What’s wrong with this sentence?

“The federal [student] loans are a good deal, but they are often not enough [to] make up the difference between what a family has saved or can spend out of current income and what the student gets in grants and scholarship money.”

[from the New York Times article A New Type of Student Loan, but Still a Risk]

3 Responses to “What’s wrong with this sentence?”

  1. mamster says:

    Ha, I was just seconds ago reading the same article. You mean the misuse of the word “difference”? I would argue that it’s technically incorrect but totally clear what they mean, although they should have said “gap.” Right?

  2. dfan says:

    Yeah, he is saying F < |S - G| when he means F < T - (S + G) (F = federal loans, T = tuition, S = savings, G = grants + scholarships). So he is taking a difference when he should be taking a sum, and then not even making a comparison that makes any sense. I know I am too pedantic for my own good, but it bugs me when people don't take their mathematical responsibilities seriously!
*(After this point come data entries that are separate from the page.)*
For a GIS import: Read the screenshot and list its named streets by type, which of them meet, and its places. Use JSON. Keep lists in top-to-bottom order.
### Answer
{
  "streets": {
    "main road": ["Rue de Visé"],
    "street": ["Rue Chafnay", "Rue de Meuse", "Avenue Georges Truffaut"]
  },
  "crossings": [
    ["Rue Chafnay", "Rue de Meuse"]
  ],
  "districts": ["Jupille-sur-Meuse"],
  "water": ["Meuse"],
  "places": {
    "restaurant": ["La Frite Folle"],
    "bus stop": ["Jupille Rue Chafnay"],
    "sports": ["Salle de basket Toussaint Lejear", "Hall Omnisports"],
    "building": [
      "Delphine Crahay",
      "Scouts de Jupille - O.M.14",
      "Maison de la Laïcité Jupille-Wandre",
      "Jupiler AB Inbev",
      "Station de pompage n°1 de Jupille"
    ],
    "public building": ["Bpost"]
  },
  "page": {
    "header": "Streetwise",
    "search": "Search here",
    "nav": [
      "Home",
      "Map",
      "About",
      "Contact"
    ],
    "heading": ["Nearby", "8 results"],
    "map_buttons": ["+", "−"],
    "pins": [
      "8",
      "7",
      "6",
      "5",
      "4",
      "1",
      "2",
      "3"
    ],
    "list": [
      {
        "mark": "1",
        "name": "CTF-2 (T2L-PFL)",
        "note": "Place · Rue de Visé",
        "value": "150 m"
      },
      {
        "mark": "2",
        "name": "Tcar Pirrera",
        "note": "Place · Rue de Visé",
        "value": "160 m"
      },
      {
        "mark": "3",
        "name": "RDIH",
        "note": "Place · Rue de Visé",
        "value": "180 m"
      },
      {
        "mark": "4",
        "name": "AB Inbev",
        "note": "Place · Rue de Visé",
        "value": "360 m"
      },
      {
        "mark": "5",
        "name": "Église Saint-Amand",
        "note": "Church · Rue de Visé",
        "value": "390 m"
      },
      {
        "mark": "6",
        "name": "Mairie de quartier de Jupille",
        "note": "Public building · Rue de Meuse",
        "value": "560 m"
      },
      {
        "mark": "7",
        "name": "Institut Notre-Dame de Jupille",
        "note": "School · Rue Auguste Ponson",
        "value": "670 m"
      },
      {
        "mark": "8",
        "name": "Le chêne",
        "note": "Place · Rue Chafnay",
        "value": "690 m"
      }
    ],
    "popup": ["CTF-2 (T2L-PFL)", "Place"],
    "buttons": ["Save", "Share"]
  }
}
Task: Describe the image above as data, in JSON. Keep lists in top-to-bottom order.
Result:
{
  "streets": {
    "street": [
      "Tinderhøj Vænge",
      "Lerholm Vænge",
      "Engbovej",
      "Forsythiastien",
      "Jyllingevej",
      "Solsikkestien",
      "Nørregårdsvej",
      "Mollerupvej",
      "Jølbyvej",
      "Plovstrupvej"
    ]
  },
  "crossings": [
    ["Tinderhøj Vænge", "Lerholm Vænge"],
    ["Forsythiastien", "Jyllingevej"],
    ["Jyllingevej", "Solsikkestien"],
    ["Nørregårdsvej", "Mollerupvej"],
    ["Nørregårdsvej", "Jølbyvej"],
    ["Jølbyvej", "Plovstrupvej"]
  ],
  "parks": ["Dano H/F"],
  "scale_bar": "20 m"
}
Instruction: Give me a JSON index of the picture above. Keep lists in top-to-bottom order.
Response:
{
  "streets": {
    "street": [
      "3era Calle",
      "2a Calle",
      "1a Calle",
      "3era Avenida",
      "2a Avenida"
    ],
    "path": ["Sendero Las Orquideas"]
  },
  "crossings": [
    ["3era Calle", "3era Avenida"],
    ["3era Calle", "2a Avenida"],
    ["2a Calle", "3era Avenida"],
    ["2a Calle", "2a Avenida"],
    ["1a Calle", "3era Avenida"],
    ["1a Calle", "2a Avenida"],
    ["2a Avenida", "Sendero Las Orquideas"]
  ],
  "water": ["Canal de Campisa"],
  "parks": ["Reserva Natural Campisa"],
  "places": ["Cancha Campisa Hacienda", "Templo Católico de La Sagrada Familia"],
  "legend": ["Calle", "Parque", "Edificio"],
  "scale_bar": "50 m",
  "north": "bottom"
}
I feel like the writer said, "I know these quantities are related somehow, and there's some sort of difference that's important, so let's just throw all those words into a sentence." I guess it's possible that it's the editor's fault.

  3. Sean B says:

    It reads like he started thinking “difference between what they saved and what it costs” but then halfway through he realized he needed to jam the other monies in and lost the plot (or got edited, as you say).